For extra security, the username and password for the database could be passed in from a text file, preventing them appearing in any logs. This can be done by using the path to the text file as below:

3-59/5 * * * * . /home/pi/ncas-energy-balance-1-software/venv/bin/activate && /home/pi/campbell_data/mysql_insert/add_to_mysql.py `cat /home/pi/campbell_data/mysql_insert/args.txt` >> /home/pi/campbell_data/cron_output/mysql-cron.log 2>&1

where /home/pi/campbell_data/mysql_insert/args.txt contains -u<username> -p<password> -d<database-name>

This means that the download data script would run at 00:00, 00:05, 00:10, 00:15 and every 5 minutes after. The mySQL script would run at 00:03, 00:08, 00:13 and every 5 minutes after.

4. create_files.py:

  • This script can be used to make netCDF files, that conform to the NCAS-GENERAL Data Standard, for soil and radiation data products.

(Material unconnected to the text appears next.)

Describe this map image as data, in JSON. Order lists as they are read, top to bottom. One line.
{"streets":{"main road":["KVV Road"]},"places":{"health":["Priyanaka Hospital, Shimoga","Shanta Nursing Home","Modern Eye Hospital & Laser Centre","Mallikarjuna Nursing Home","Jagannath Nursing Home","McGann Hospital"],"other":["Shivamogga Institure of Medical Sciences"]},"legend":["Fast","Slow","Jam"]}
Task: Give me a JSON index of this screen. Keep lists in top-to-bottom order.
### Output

Quality control is carried out during this step, and quality control variables are included in the netCDF file.

  • Further details of the values used for quality control by these scripts can be found at: qc

  • The quality control level used to calculate valid min/max values is the value set in the config file under qc_flag_level.

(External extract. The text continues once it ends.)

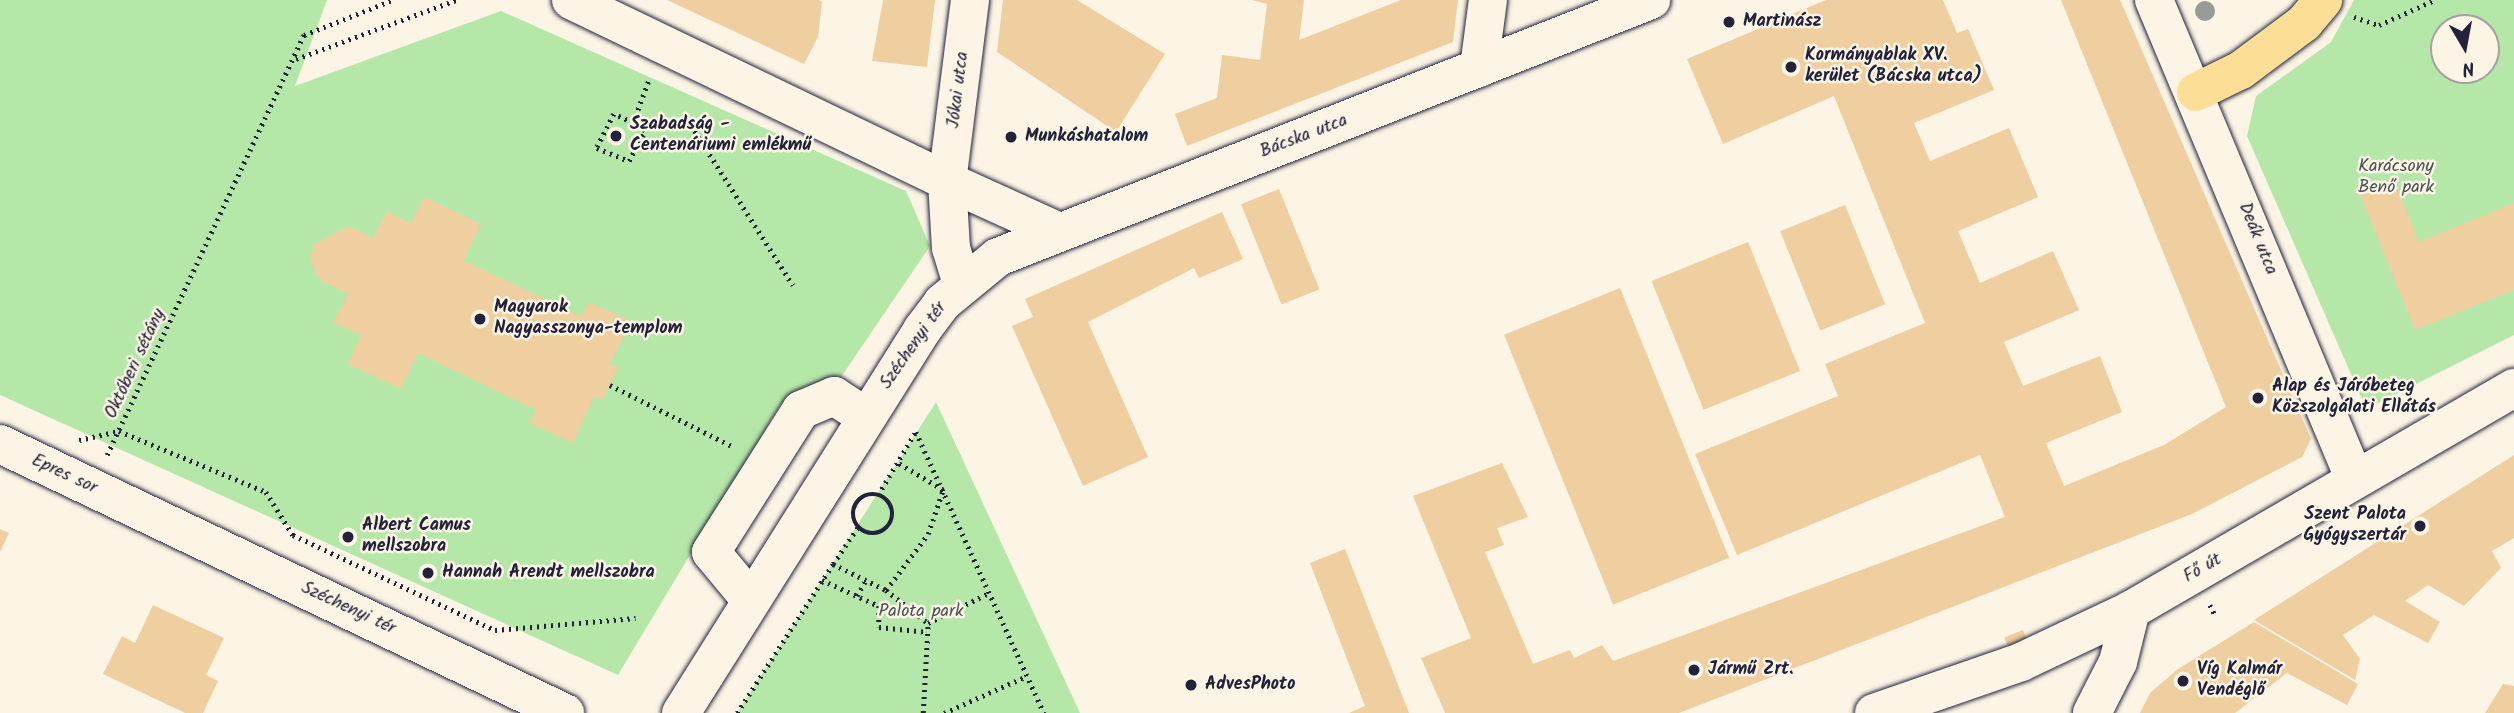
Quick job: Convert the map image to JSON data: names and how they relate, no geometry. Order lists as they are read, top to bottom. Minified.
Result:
{"streets":{"street":["Jókai utca","Bácska utca","Deák utca","Széchenyi tér","Epres sor","Fő út"],"path":["Októberi sétány"]},"crossings":[["Bácska utca","Széchenyi tér"],["Deák utca","Fő út"],["Széchenyi tér","Epres sor"]],"parks":["Karácsony Benő park","Palota park"],"places":["Martinász","Kormányablak XV. kerület (Bácska utca)","Szabadság - Centenáriumi emlékmű","Munkáshatalom","Magyarok Nagyasszonya-templom","Alap és Járóbeteg Közszolgálati Ellátás","Szent Palota Gyógyszertár","Albert Camus mellszobra","Hannah Arendt mellszobra","Jármű Zrt.","Víg Kalmár Vendéglő","AdvesPhoto"],"north":"bottom"}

  • Information on how the netCDF file should be built can be found at https://sites.google.com/ncas.ac.uk/ncasobservations/home/data-project/ncas-data-standards/ncas-amof/. Example files can also be found here.

  • For this to work, ensure settings in the config file are filled in correctly, e.g. column names, input files, input date format

  • Some of the quality control settings can be adjusted in the config file. e.g. the max/min temperature expected for Soil Temperature and the lower and upper bounds for the cleaning time of the radiation sensors. It would be sensible to discuss these settings with the instrument scientist.

  • The script takes some command line arguments to specify options for the creation of the files.

  • The files are created at the netcdf_path specified in the config file.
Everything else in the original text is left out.